1. Better use of real-world data: Today we have access to a wealth of real-world data sources that pharmaceutical companies generally could not access decades ago, including electronic health records, wearables, social media and remote-patient-monitoring devices. All this information empowers pharma companies to better understand the characteristics of certain patient populations, assess risk and identify adverse events, helping to separate the signal from the noise amidst vast amounts of healthcare data. In the future, the industry is likely to leverage an even wider array of data. And integration of these broad data sets will have significant impacts on research and development.
 
2. Replacement of animal models with human mimics: Much of the early testing of a drug in development occurs in animal models, but that is already changing and likely to continue. Overall, the industry is in the early stages of research to develop human tissues and organs for lab testing of efficacy and safety, and this should be an increasingly exciting area in the coming decades. For example, Roche is already developing what it calls “organ-on-a-chip” technology, which enables researchers to screen drug candidates in a very early stage for efficacy and toxicity. According to Roche, the technology is made possible by 3D cell culture, microfluids and 3D printing technologies that allow the cultivation of cells from patients who reflect a disease genotype or phenotype.
 
3. Advances in predictive analytics: As pharma companies expand their sources to produce wider sets of data, predictive models that indicate how compounds behave in patient groups will improve. By feeding better, more comprehensive data into predictive models, pharma companies will be more equipped to predict the risk of adverse events in specific patient populations. Among other functions, predictive models can be used to identify previously unrecognized risks in pharmacovigilance reports, predict the relationship between exposure to an investigational drug and the risk of adverse events, and quantify whether safety signals observed in first-in-human studies were likely the result of chance or the compound under investigation.

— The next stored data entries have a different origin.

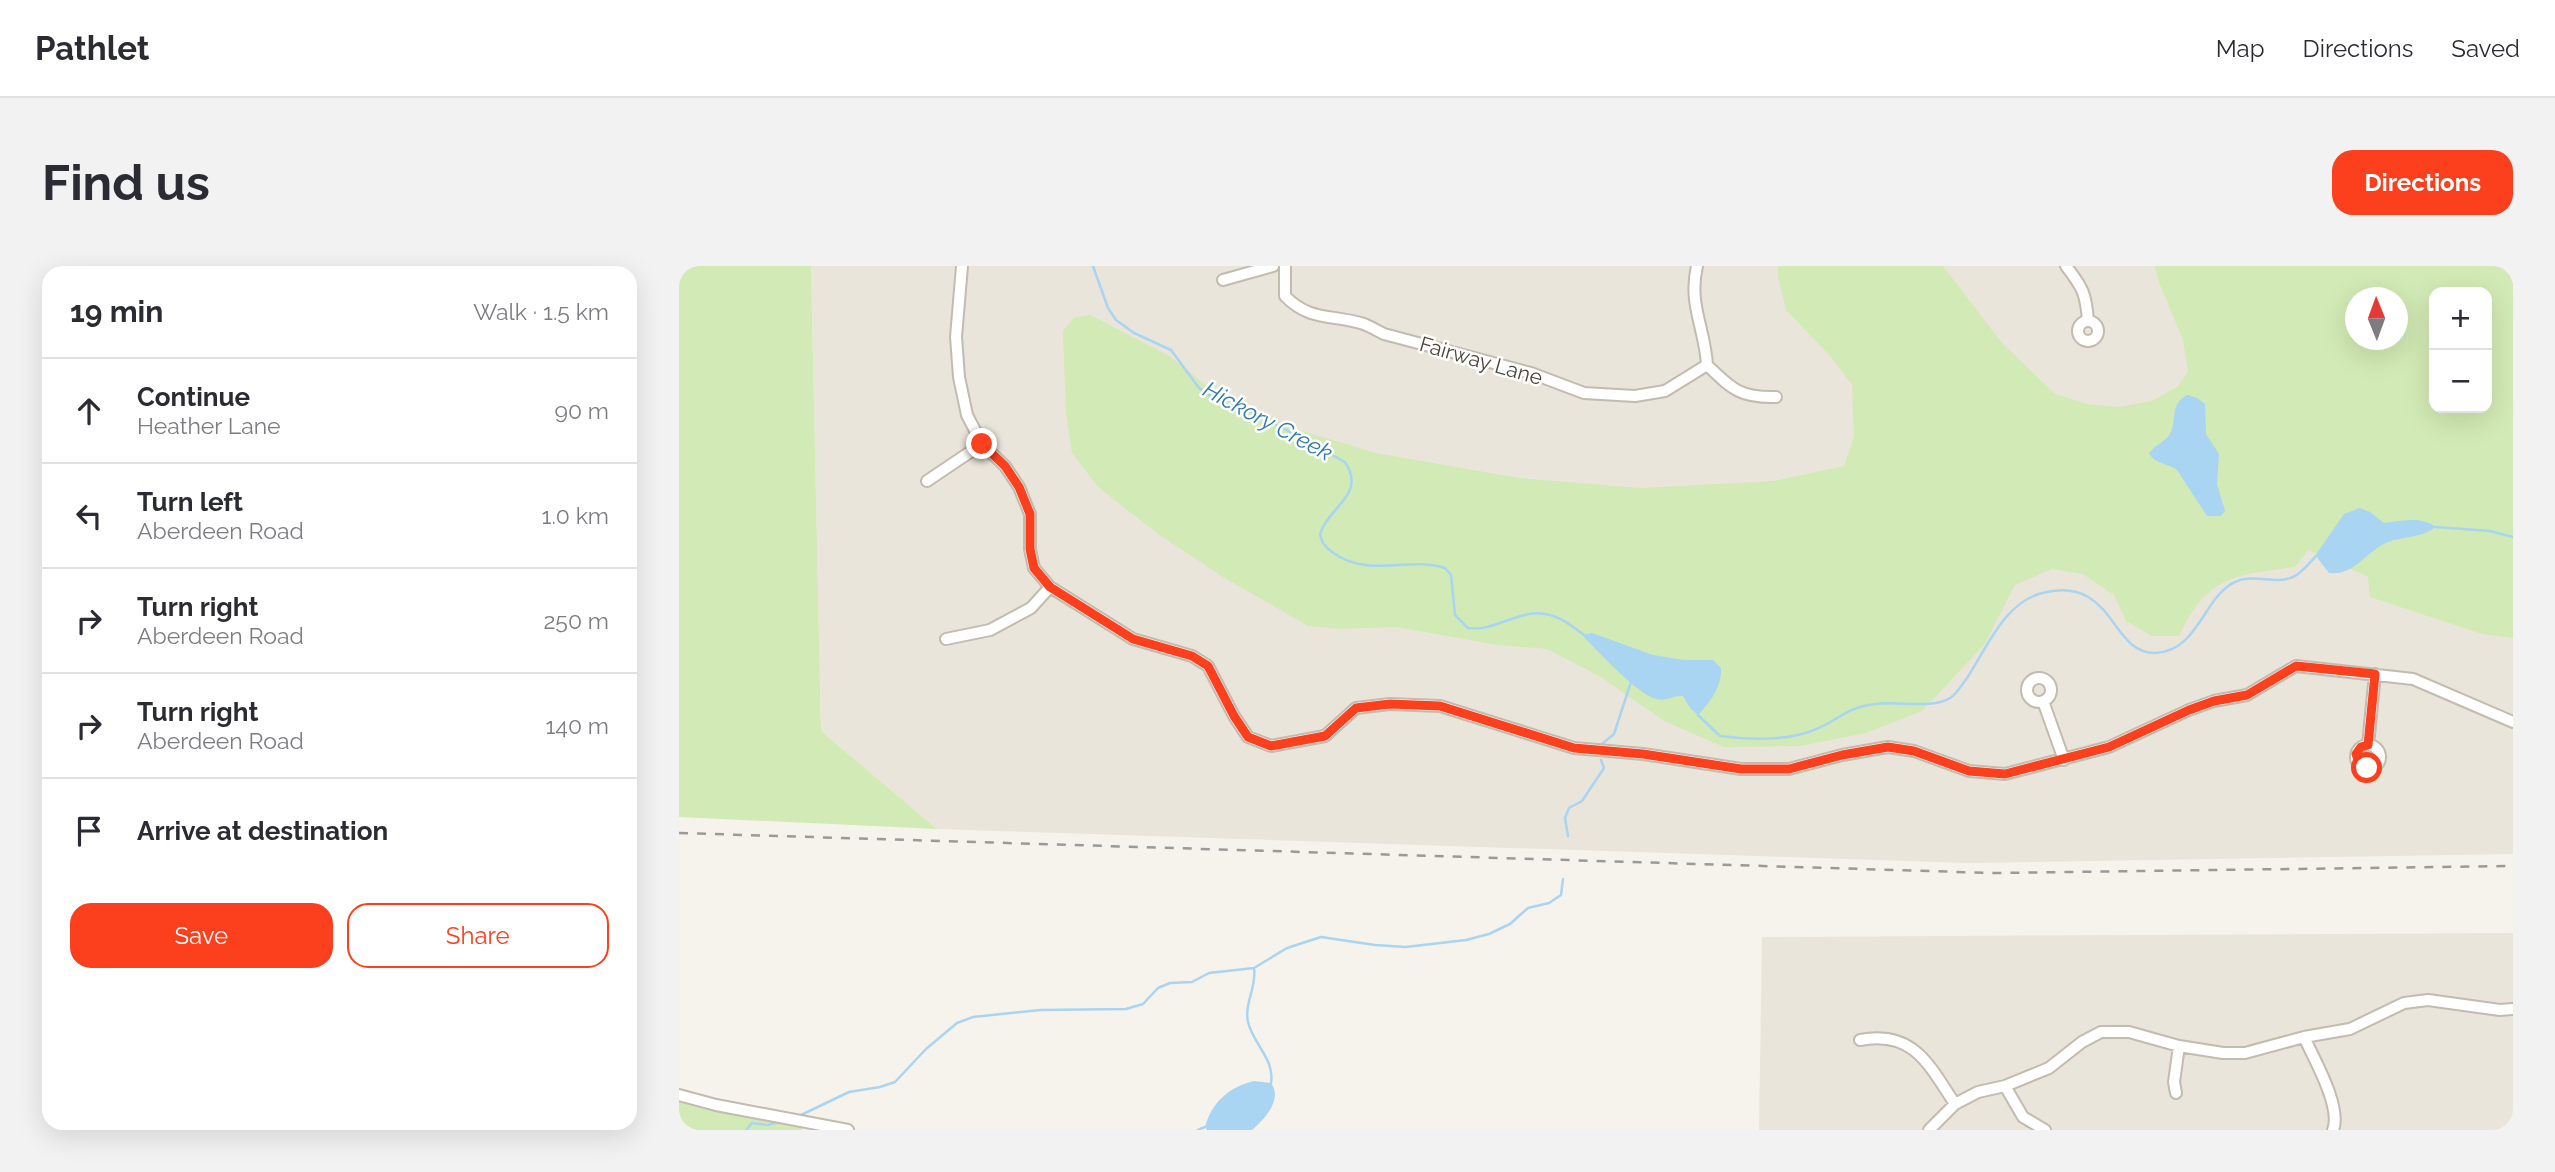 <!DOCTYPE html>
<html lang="en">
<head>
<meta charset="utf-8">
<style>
  body { margin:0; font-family:Raleway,sans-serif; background:#f2f2f3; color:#2b2b33 }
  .controls { position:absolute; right:21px; top:21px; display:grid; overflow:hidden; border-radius:14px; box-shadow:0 7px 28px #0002 }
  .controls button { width:63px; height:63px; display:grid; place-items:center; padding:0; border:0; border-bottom:2px solid #e1e1e2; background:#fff; color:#2b2b33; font:35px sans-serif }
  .compass { position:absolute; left:1666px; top:21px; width:63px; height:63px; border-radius:50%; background:#fff; box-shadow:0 7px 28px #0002; rotate:359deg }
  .stop { position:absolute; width:21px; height:21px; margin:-16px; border:5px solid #fc3f1d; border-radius:50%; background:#fff }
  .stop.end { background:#fc3f1d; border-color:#fff; box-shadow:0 2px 7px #0008 }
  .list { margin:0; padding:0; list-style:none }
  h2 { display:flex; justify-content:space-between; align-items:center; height:91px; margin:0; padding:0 28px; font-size:30px }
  h2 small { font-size:23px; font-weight:400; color:#7c7c81 }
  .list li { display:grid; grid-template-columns:46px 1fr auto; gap:21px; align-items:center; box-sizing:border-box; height:105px; padding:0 28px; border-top:2px solid #e1e1e2 }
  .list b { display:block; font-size:26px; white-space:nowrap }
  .list p { margin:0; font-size:23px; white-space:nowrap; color:#7c7c81 }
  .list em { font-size:23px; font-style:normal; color:#7c7c81 }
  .actions { display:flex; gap:14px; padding:21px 28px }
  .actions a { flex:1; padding:16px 0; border:2px solid #fc3f1d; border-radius:21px; text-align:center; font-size:24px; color:#fc3f1d }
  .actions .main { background:#fc3f1d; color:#fff }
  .icon { flex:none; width:38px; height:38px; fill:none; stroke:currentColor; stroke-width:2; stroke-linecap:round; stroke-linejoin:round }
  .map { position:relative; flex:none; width:1834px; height:864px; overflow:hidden; border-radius:21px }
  header { display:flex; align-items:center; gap:42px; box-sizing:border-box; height:98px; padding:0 35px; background:#fff; border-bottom:2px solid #e1e1e2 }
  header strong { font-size:33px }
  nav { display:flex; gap:38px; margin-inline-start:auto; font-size:24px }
  .intro { display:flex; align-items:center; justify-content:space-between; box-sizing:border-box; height:168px; padding:0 42px }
  h1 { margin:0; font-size:49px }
  .button { padding:18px 32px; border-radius:21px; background:#fc3f1d; color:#fff; font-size:24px; font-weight:700 }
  main { display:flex; gap:42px; padding:0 42px }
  aside { flex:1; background:#fff; border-radius:21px; box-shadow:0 7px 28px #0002 }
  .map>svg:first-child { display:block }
</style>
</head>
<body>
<header>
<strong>Pathlet</strong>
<nav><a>Map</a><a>Directions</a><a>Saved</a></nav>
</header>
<div class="intro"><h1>Find us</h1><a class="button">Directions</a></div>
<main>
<aside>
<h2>19 min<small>Walk · 1.5 km</small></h2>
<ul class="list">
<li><svg class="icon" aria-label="ahead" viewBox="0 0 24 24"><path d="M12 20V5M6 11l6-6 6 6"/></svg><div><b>Continue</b><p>Heather Lane</p></div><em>90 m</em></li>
<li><svg class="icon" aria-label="left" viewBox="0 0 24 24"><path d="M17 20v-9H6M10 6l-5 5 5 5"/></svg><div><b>Turn left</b><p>Aberdeen Road</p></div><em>1.0 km</em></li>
<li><svg class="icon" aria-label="right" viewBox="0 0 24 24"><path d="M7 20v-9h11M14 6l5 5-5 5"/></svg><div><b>Turn right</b><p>Aberdeen Road</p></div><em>250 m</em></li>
<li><svg class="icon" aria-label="right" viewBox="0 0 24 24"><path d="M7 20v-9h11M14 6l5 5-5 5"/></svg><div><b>Turn right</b><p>Aberdeen Road</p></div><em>140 m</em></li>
<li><svg class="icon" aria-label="arrive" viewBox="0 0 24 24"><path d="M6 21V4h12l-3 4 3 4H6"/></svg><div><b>Arrive at destination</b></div></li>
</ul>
<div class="actions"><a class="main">Save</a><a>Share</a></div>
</aside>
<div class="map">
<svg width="1834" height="864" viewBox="0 0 1834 864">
  <rect width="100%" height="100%" fill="#f6f3ec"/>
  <!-- residential -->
  <path fill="#eae5da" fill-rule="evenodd" d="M132 0H1834V588L1289 597 258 563 142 465ZM1755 26H1808V142H1755ZM1676 32H1718V74H1676Z
    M1834 667V864H1080L1083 671Z"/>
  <!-- green -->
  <path fill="#d2eab5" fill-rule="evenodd" d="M0 0H132L142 465 258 563 0 551Z
    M1099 0H1264L1323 77 1376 128 1408 138 1440 141 1473 135 1498 121 1509 106 1504 74 1480 16 1476 0H1834V372L1803 368 1691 331 1689 311 1629 284 1616 301C1555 309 1528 310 1500 370H1473L1447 355 1435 329 1404 308 1373 303 1336 319 1305 379 1243 445 1187 467 1121 480 1045 481 985 455 922 411 868 383 819 379 717 361 661 363 629 360 544 311 479 268 419 221 393 187 387 147 384 65 396 51 411 49 489 89 528 120 620 164 697 187 840 212 961 222 1095 215 1165 200 1175 170 1173 119 1152 91 1107 44 1099 11ZM1755 26H1808V142H1755ZM1676 32H1718V74H1676Z
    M0 829 123 857V864H0Z"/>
  <!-- water -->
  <path fill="#a9d4f2" d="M1508 129 1518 132 1526 138 1527 168 1540 188 1538 218 1546 245 1542 250H1528L1498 204C1489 197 1475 198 1470 187 1476 179 1488 175 1492 166 1498 152 1491 138 1508 129Z
    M1681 242 1691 246 1705 257C1724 255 1741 250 1757 261 1742 272 1726 270 1709 276 1687 285 1676 310 1650 307L1637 290 1638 287 1665 248Z
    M913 367 974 389 1005 394H1034L1042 402C1043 421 1031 436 1019 449L1011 442 1004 430C994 429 986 436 977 433 960 429 918 385 905 371V369Z
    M575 815 592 817C604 833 586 853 573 864H528L526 861C533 836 550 821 575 815Z"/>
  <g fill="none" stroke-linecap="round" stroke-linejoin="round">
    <!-- stream -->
    <path stroke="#a9d4f2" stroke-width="2.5" d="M414 0 429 42 437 54 455 67 492 84 520 122 540 136 576 147 666 196C688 229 649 241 641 268 642 276 646 281 653 286 690 313 728 290 766 302L772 309 776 349 789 362C816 366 840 343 866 348 881 350 893 360 905 369
      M1757 261 1811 265 1834 271
      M1019 449 1041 470C1070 474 1108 475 1135 464 1161 454 1166 441 1197 438 1217 435 1255 443 1271 432 1278 428 1283 418 1288 412 1308 382 1325 337 1363 327 1435 308 1431 388 1476 387 1520 385 1524 331 1556 316 1574 307 1596 319 1614 311 1623 307 1630 297 1637 290
      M923 478 935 468 952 416
      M889 570 886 552 890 542 903 535 925 502 922 494
      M575 702C578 721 565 737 569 756 574 778 596 793 592 817
      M120 850 170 826 201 821 216 816 247 783 278 757 294 751 361 744 447 743 464 738 479 722 491 717 513 716 530 707 575 702 608 682 642 671 696 679 727 681 787 674 810 668 831 658 849 642 870 637 882 629 884 613
      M67 864 73 857 89 859 98 856
      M519 864 526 861"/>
    <!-- minor casing -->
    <g stroke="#c2bbae" stroke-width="14">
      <path id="minor" d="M283 0 277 71 280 111 288 149 303 178 326 200 340 221 351 248V283L355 302 371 321 454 373 513 390 529 400 555 450 569 471 592 480 646 470 677 442 711 438 761 440 895 482 964 488 1062 503H1110L1163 489 1209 481 1235 485 1290 505 1326 508 1430 481 1510 444 1535 435 1568 429 1617 400 1734 413 1834 456
        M606 0V30C631 56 654 48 685 58 692 61 699 65 705 68L852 107 905 127 956 130 986 125 1028 99
        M1018 0C1009 39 1026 62 1028 99
        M1387 0C1404 22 1407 28 1409 55
        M544 14 594 0
        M1399 65a10 10 0 1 1 20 0a10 10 0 1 1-20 0Z
        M1028 99C1053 123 1061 132 1097 131
        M248 215 303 178
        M267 373 311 364 352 342 371 321
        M1348 424a12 12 0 1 1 24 0a12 12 0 1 1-24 0Z
        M1364 435 1385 494
        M1689 479 1696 408
        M1677 491a12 12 0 1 1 24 0a12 12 0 1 1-24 0Z
        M1625 771C1635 793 1663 841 1654 864
        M1181 774C1235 764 1250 799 1276 838
        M1326 820 1344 851 1366 864
        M1497 827 1495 816 1500 780
        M0 829 37 839 169 864
        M1250 864 1276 838 1299 826 1326 820 1370 802 1403 776 1422 766H1450L1500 780 1544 787H1566L1625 771 1671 763 1725 737 1749 734 1821 744 1834 743"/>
    </g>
    <!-- minor -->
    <use href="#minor" stroke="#fff" stroke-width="10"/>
    <!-- rail -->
    <path stroke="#9a9a9a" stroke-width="2.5" stroke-dasharray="9 9" stroke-linecap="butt" d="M0 567 1314 607 1834 600"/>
  </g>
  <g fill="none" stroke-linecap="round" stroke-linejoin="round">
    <!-- route -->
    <path stroke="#fc3f1d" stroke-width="9" d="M303 178 326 200 340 221 351 248V283L355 302 371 321 454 373 513 390 529 400 555 450 569 471 592 480 646 470 677 442 711 438 761 440 895 482 964 488 1062 503H1110L1163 489 1209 481 1235 485 1290 505 1326 508 1430 481 1510 444 1535 435 1568 429 1617 400 1696 408 1689 479 1682 481 1677 488 1681 499 1688 502"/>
  </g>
  <g text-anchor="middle" stroke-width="5" stroke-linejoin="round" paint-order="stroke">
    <!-- street labels -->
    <g font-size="21" fill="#4b4439" stroke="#fff">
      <text transform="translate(802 95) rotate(16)" y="7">Fairway Lane</text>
    </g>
    <!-- water labels -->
    <g font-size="23" font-style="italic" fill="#2e7ab2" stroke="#fff">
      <text transform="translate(589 155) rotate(28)" y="8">Hickory Creek</text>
    </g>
  </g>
</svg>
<div class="controls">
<button>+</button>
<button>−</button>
</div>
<svg class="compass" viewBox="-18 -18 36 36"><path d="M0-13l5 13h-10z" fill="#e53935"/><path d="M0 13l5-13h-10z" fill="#7c7c81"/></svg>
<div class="stop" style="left:1688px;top:502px"></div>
<div class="stop end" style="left:303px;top:178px"></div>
</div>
</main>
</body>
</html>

Since the release of “To Err is Human”, advances in drug and patient safety may have in some ways been slower than hoped, but the industry will no doubt build on its progress in the coming decades. For drug companies, progress will likely translate to lower development costs, quicker time to market and higher rate of success in commercializing investigative compounds. Getting there will require better data and advanced tools such as NLP to unlock the value of that data.